Hi! From what I understand from the classes I have taken with Lily, it seems you may be having problems because of inconsistent messages you are sending to your dog. 

You have taught that it is proper socialization to lick feet. The dog has been rewarded for that behavior with you. Understandably, the dog then tries to act in this manner with others and is confused when the response is different.

When the confused dog then has the upset owner getting close and saying no in an emotion charged voice the dog feeds off that energy and gets more hyper.

My recommendation is to prohibit the possibility of this scenario with others by keeping the dog on a short lead by you when friends are around until the situation is under control. And consider working with a reputable trainer.


----------



## LovelyLily (Mar 26, 2013)

Wanted to add... Lily drove me bonkers as a pup with running zoomies around me and coming in to bite my feet and growl after each circle. Lol. Without knowing better, I accidentally rewarded the behavior by giving a stern no or by moving quickly away. Those responses, as well as giving her a timeout, did nothing to get her to drop the pattern of behavior. Became a habit. It took a long long time of completely ignoring behavior to get her to cease doing it. Turning my head away from her and giving no attention worked for her, after consistently doing that for a long time.


----------



## Smtf773 (Apr 8, 2015)

The only thing that worked with Edward was ignoring him. Saying ouch just fueled him up more! Pretty soon he caught on that all attention stopped when bad behavior began. They are super smart so it doesn't take long for them to understand how to get what they want . Pretty sure in the end Edward was the one in charge I just wasn't smart enough to know he was playing me


----------



## LovelyLily (Mar 26, 2013)

Also training may help in SO many ways. Obedience training--teaching sit, down, come here, paw, go to mat, heel, paws up, spin, etc.-- helps drain excess energy and creates a more positive bond.

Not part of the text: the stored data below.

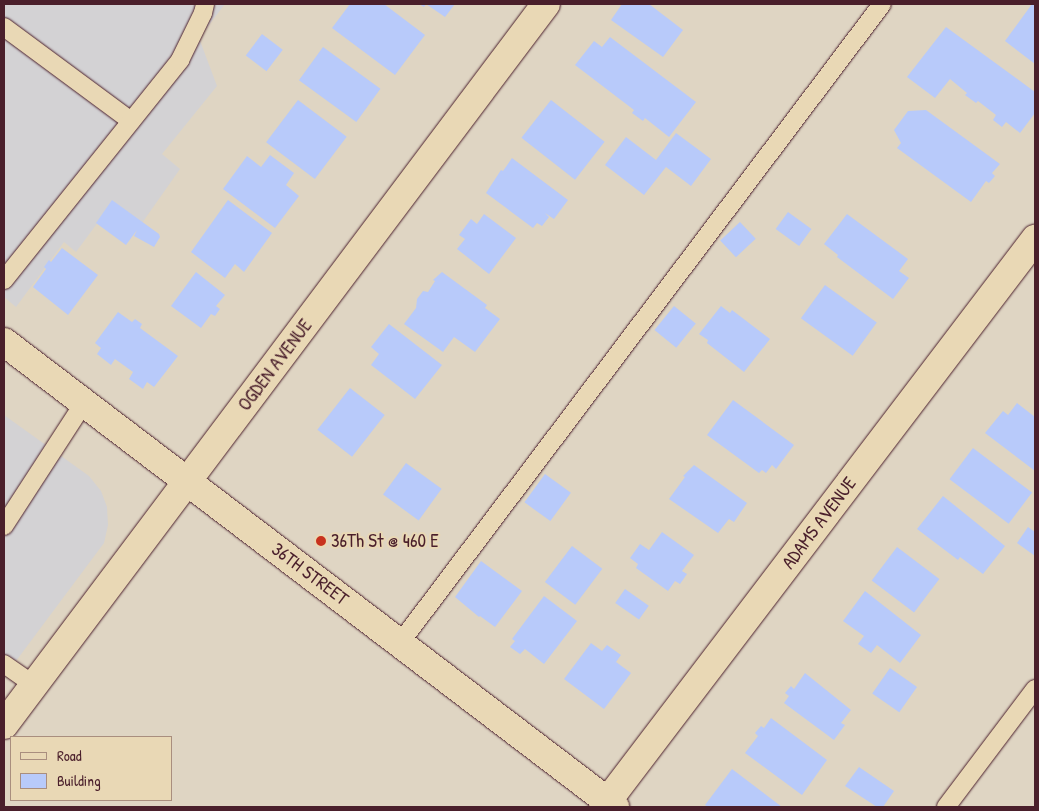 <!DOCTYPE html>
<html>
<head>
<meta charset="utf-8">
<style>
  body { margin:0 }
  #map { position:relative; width:1039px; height:811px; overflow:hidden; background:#dfd5c3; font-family:"Patrick Hand",sans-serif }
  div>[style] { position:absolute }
  .built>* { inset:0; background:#d3d2d4 }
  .building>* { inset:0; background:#b8cafa; transform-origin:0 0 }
  .roads { filter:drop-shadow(0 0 1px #4a1f2b) drop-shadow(0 0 1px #4a1f2b) }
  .service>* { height:18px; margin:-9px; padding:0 9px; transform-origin:9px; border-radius:9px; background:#e9d8b5 }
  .minor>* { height:28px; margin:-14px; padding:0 14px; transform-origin:14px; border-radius:14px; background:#e9d8b5 }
  .secondary>* { height:28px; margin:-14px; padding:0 14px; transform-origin:14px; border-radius:14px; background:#e9d8b5 }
  .dots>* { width:14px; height:14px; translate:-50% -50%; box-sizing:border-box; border:2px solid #e9d8b5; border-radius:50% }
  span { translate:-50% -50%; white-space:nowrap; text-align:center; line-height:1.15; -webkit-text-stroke:4px #e9d8b5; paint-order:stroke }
  .street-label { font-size:19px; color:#4a1f2b }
  .poi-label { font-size:19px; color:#4a1f2b }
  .left { translate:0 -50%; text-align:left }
  .frame { position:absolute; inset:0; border:5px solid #4a1f2b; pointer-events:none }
  .legend { position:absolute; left:10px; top:736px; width:162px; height:65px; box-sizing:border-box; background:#e9d8b5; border:1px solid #a98e7e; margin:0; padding:6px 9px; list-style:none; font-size:15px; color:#4a1f2b }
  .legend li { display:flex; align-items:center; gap:10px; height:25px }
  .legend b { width:25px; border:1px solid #a98e7e }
</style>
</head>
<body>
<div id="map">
  <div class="built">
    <i style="clip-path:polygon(4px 4px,225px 4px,199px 38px,217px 86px,162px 154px,180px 169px,142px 223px,113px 202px,76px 252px,64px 242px,16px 307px,4px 297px)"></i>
    <i style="clip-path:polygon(4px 415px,89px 476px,101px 491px,107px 507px,108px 525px,104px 543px,4px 677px)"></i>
  </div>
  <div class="building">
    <i style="clip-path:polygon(350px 4px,384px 4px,425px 35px,395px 75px,332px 28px)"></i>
    <i style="clip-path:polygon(419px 4px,455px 4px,445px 17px,426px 4px,424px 7px)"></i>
    <i style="clip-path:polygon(622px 4px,649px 4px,683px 30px,663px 57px,611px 20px)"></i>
    <i style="clip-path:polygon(1032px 4px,1035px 6px,1035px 64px,1005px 41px)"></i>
    <i style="clip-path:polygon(946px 27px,1035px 92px,1035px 113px,1020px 133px,1006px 122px,1002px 127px,993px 120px,996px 115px,978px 101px,976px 103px,965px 95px,967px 93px,950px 79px,935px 98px,907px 77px)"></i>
    <i style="left:262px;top:34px;width:26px;height:27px;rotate:37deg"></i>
    <i style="clip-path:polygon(610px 37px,696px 102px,669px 137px,645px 118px,643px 121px,632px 113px,634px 110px,575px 65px,594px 41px,602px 47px)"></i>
    <i style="left:323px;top:47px;width:71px;height:41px;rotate:36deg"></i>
    <i style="left:298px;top:100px;width:61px;height:53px;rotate:37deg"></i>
    <i style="left:551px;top:100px;width:68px;height:48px;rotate:38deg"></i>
    <i style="clip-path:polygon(926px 110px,1000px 164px,992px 173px,995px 176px,989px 183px,986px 181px,971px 202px,897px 148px,901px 143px,894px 130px,908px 111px)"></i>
    <i style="clip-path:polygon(676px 133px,711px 159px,691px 186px,666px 167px,644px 195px,605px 165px,626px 137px,656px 160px)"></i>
    <i style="clip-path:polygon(270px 155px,294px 173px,286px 185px,299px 196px,275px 228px,223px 189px,247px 156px,261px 167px)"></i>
    <i style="clip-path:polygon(512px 158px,568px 200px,554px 219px,545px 213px,549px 217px,542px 226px,537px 223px,533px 228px,486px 193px,501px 170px,503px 171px)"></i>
    <i style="clip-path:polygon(112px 200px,159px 234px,160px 237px,154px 247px,134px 236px,137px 230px,126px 245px,96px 223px)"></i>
    <i style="clip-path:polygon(228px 200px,272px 233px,244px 272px,235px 264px,225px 278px,191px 252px)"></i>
    <i style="left:788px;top:212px;width:29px;height:21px;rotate:36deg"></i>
    <i style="clip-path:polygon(484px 214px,516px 238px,489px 274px,457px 249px,465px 239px,459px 235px,471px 219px,477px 224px)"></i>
    <i style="clip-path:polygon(847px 214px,908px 259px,899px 271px,909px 278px,893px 299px,837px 257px,838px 255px,824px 244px)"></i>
    <i style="left:740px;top:222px;width:23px;height:27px;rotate:47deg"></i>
    <i style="clip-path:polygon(62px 248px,98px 275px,68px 315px,33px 287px,46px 269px,44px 267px,49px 260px,51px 262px)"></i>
    <i style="clip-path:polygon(196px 272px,225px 295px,216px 306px,220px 309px,215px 316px,211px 314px,201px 328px,171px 306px)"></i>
    <i style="clip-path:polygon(442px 272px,487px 305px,485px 308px,500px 319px,475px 352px,454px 337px,443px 352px,404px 324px,416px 308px,417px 299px,423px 291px,428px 292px,435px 281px,433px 280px)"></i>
    <i style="left:825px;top:285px;width:64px;height:41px;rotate:36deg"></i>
    <i style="left:674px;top:306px;width:28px;height:31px;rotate:39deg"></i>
    <i style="clip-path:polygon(721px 306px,730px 313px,732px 310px,770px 339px,744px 372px,707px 343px,708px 340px,699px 334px)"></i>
    <i style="clip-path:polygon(118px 312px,132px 322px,135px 319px,142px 324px,140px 328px,178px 356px,154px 387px,147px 382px,143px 389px,129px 379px,133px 372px,115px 359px,111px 365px,97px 354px,101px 348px,95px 343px)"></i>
    <i style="clip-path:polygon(389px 324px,442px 365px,415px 399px,371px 365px,379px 354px,371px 347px)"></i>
    <i style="left:350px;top:388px;width:44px;height:53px;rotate:38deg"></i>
    <i style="clip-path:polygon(733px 400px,794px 445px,776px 469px,772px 465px,766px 473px,762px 470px,759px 473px,707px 435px)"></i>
    <i style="clip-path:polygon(1017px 403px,1035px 417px,1035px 471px,985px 433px,1003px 411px,1008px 415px)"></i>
    <i style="left:973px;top:448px;width:74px;height:39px;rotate:37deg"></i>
    <i style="left:406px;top:463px;width:44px;height:39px;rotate:36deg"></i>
    <i style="clip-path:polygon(694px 465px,747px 503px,734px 522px,729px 519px,718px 533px,669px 499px,685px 477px,683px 476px)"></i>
    <i style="left:545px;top:474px;width:32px;height:35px;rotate:36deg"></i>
    <i style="clip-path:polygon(943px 496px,1005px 546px,983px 574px,960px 557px,958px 560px,917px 529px)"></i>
    <i style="clip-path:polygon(1028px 527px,1035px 532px,1035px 556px,1017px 543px)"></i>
    <i style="clip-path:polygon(662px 532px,694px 555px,682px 571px,687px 574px,680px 584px,675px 581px,668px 591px,636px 568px,638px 564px,630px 558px,640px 544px,649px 550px)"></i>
    <i style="left:572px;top:546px;width:38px;height:45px;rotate:37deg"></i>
    <i style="left:897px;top:547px;width:53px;height:42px;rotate:37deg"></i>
    <i style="clip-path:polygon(481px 561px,522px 591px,495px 627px,480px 616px,479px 617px,455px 597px)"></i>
    <i style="left:625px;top:589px;width:29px;height:17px;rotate:35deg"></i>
    <i style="clip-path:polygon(865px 591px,921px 635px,900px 663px,877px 645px,871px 653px,858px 644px,864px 636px,843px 621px)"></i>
    <i style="clip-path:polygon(544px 596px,577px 621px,544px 664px,525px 649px,520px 654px,510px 647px,515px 641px,512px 639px)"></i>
    <i style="clip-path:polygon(591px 643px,602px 651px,607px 645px,621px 655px,616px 662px,631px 673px,604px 709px,564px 679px)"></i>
    <i style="left:890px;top:668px;width:33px;height:31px;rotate:35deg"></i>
    <i style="clip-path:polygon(805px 673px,851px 710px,841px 723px,845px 725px,834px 740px,784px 703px,789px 696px,785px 693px,791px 686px,794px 689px)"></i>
    <i style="clip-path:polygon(771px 718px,827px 760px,802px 795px,745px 753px,758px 736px,755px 733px,761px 726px,764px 728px)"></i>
    <i style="clip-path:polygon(859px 767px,894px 791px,883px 807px,877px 807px,845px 786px)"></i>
    <i style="clip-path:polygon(732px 769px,782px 807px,708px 807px,705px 805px)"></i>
  </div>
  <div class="roads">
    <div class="service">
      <i style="left:4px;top:27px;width:158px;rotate:36.5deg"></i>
      <i style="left:4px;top:280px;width:282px;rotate:-51.3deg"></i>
      <i style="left:180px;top:60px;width:52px;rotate:-63.9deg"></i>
      <i style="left:203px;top:13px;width:9px;rotate:-77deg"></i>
      <i style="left:4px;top:526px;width:147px;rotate:-57deg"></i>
      <i style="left:400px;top:643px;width:800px;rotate:-52.97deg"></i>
      <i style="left:4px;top:664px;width:37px;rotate:35deg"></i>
      <i style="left:946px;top:807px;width:148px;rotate:-53deg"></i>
    </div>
    <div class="minor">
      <i style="left:4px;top:725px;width:902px;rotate:-53.07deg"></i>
      <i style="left:603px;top:807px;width:714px;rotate:-52.74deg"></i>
    </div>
    <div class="secondary">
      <i style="left:4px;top:342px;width:768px;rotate:37.27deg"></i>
    </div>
  </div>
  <div class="dots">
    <i style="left:321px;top:541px;background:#c8321e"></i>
  </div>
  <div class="street-label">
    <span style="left:275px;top:365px;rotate:-53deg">OGDEN AVENUE</span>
    <span style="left:819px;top:523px;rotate:-53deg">ADAMS AVENUE</span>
    <span style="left:310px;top:574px;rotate:37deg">36TH STREET</span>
  </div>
  <div class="poi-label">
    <span class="left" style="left:331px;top:541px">36Th St @ 460 E</span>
  </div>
  <div class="frame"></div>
  <ul class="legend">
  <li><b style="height:6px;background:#e9d8b5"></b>Road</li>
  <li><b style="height:14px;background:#b8cafa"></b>Building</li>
  </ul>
</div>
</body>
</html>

Works wonders with Lily. If I skip a few days she becomes a bit restless and rambunctious, and tries to give me clues to go back to training (pushes the one ball used for training at me, etc. SO cute). : )

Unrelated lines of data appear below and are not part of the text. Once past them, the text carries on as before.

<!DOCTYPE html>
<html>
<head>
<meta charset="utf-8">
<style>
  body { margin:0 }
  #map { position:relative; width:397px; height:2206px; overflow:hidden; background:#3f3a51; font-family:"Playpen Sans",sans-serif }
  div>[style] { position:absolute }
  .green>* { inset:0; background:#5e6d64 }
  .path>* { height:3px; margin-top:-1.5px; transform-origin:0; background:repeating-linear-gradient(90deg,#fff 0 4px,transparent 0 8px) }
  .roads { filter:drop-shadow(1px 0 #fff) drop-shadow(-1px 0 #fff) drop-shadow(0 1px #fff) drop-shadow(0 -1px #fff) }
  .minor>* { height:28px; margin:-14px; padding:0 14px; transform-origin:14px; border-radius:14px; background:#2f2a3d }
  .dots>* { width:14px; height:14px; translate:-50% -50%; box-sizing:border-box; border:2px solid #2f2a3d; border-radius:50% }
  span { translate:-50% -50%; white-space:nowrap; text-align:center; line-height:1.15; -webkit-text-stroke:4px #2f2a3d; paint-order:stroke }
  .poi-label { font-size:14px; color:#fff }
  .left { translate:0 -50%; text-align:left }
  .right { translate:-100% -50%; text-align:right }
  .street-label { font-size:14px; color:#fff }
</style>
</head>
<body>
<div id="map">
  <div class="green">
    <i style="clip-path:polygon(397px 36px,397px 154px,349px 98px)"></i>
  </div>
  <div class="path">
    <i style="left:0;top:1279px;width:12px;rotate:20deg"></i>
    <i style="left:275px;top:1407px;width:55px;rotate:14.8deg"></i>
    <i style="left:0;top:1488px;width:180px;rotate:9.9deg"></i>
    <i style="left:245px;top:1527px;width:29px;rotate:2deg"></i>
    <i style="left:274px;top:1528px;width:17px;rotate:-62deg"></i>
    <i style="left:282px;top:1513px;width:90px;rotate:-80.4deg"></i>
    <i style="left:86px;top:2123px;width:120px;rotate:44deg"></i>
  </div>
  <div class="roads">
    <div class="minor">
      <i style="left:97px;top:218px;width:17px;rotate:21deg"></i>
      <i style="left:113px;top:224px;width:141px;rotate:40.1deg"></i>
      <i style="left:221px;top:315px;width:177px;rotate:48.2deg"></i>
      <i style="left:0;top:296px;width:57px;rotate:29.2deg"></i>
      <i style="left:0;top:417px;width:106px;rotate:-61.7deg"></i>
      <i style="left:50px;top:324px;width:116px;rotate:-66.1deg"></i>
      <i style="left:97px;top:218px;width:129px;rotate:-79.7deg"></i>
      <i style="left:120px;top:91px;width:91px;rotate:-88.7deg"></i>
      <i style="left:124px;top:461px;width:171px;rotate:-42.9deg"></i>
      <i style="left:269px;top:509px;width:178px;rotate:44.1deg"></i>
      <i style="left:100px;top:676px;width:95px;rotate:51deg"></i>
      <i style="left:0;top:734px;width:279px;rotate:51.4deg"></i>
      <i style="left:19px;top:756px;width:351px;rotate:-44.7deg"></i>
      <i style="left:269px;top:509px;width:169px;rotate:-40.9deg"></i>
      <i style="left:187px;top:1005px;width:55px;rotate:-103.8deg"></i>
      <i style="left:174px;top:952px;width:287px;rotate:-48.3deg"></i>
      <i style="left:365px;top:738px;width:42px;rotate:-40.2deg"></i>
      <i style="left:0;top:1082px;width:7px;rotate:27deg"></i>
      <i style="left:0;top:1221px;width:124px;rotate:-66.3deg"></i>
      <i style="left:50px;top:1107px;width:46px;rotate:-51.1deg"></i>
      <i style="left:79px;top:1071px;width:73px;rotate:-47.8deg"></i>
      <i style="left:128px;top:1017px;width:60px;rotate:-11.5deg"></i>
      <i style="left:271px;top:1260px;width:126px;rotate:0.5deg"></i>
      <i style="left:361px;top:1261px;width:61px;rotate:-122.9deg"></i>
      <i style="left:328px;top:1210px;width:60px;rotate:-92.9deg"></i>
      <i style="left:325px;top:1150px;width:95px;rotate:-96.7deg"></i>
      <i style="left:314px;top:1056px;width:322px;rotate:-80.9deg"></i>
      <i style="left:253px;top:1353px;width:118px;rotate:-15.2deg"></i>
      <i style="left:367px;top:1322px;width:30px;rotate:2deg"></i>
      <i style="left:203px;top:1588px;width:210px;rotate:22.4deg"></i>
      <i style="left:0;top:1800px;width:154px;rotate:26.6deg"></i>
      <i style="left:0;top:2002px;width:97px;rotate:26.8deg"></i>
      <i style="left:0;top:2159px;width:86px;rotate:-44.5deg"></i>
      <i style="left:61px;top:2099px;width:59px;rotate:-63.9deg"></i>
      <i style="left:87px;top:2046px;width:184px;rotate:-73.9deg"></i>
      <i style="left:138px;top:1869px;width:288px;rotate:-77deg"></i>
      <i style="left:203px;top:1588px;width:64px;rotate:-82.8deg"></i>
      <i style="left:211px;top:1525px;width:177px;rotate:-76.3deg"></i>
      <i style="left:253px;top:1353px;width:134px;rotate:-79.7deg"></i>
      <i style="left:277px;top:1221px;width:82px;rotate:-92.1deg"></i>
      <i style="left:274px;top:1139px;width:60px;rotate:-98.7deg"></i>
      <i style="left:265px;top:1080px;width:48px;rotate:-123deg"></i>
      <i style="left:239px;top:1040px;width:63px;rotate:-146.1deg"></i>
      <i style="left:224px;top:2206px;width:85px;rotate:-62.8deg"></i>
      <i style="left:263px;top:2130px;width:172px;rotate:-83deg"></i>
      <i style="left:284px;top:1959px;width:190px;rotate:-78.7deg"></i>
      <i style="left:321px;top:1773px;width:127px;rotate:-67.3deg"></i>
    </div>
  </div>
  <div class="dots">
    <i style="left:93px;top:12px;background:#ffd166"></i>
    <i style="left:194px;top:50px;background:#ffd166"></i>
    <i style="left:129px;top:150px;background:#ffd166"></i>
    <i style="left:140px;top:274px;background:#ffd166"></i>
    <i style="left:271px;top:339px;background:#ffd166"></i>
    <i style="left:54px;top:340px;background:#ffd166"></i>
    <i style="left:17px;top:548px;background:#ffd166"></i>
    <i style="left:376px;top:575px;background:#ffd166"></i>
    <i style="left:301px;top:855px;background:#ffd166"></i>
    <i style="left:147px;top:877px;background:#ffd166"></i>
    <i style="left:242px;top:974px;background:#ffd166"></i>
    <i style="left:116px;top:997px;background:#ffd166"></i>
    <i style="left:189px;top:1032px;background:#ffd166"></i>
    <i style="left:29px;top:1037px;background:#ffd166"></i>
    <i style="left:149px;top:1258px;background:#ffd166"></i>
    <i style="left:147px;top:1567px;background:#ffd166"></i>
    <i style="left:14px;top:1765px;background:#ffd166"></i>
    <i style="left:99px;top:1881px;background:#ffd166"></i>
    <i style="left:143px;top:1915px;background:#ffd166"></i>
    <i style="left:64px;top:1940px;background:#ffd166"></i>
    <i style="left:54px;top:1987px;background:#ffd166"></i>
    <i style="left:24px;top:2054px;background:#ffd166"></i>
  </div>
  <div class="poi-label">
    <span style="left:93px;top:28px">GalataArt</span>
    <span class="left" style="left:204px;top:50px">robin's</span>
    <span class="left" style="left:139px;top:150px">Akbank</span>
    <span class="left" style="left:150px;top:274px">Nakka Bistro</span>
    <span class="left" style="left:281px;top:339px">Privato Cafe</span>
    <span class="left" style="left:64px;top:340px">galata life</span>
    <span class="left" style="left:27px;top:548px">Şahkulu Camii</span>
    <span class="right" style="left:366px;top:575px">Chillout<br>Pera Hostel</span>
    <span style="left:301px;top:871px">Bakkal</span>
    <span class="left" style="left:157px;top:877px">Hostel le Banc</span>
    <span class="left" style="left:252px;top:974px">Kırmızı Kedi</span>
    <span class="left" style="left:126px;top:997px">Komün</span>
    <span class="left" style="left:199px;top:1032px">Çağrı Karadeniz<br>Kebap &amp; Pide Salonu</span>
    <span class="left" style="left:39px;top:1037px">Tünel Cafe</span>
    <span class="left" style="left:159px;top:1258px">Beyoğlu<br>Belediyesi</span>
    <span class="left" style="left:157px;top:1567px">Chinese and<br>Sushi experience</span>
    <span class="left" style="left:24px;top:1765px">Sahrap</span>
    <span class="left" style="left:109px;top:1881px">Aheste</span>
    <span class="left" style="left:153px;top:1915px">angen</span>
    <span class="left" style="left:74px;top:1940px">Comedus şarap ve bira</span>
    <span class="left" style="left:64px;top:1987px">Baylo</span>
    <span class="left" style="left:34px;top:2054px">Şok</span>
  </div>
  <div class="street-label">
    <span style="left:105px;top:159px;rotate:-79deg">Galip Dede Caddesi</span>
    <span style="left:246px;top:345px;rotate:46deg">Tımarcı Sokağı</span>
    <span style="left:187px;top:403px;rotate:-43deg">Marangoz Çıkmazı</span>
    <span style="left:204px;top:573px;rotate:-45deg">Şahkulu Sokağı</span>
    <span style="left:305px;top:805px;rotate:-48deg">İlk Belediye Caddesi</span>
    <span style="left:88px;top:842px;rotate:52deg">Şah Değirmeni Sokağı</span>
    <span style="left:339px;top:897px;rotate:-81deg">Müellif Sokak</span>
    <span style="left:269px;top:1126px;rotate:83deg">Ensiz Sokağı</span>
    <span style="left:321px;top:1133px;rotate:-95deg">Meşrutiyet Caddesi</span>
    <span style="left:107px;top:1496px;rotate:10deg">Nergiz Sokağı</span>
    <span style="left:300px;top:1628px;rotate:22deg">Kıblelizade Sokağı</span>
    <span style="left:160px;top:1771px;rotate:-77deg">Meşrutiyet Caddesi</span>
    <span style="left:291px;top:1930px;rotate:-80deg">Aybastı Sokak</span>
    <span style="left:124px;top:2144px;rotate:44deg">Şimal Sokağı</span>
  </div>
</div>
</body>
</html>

These dogs are so smart and I think it helps to keep their minds occupied and focused on positive behaviors.


----------



## Tongyuen (Dec 3, 2015)

Thanks for all the advise! I'm planning to sign him up for puppy training as soon as he has all the shots  

P.S. How do you all get your fluff so white? Mine doesn't even let me wipe his face with a towel around his eyes.


----------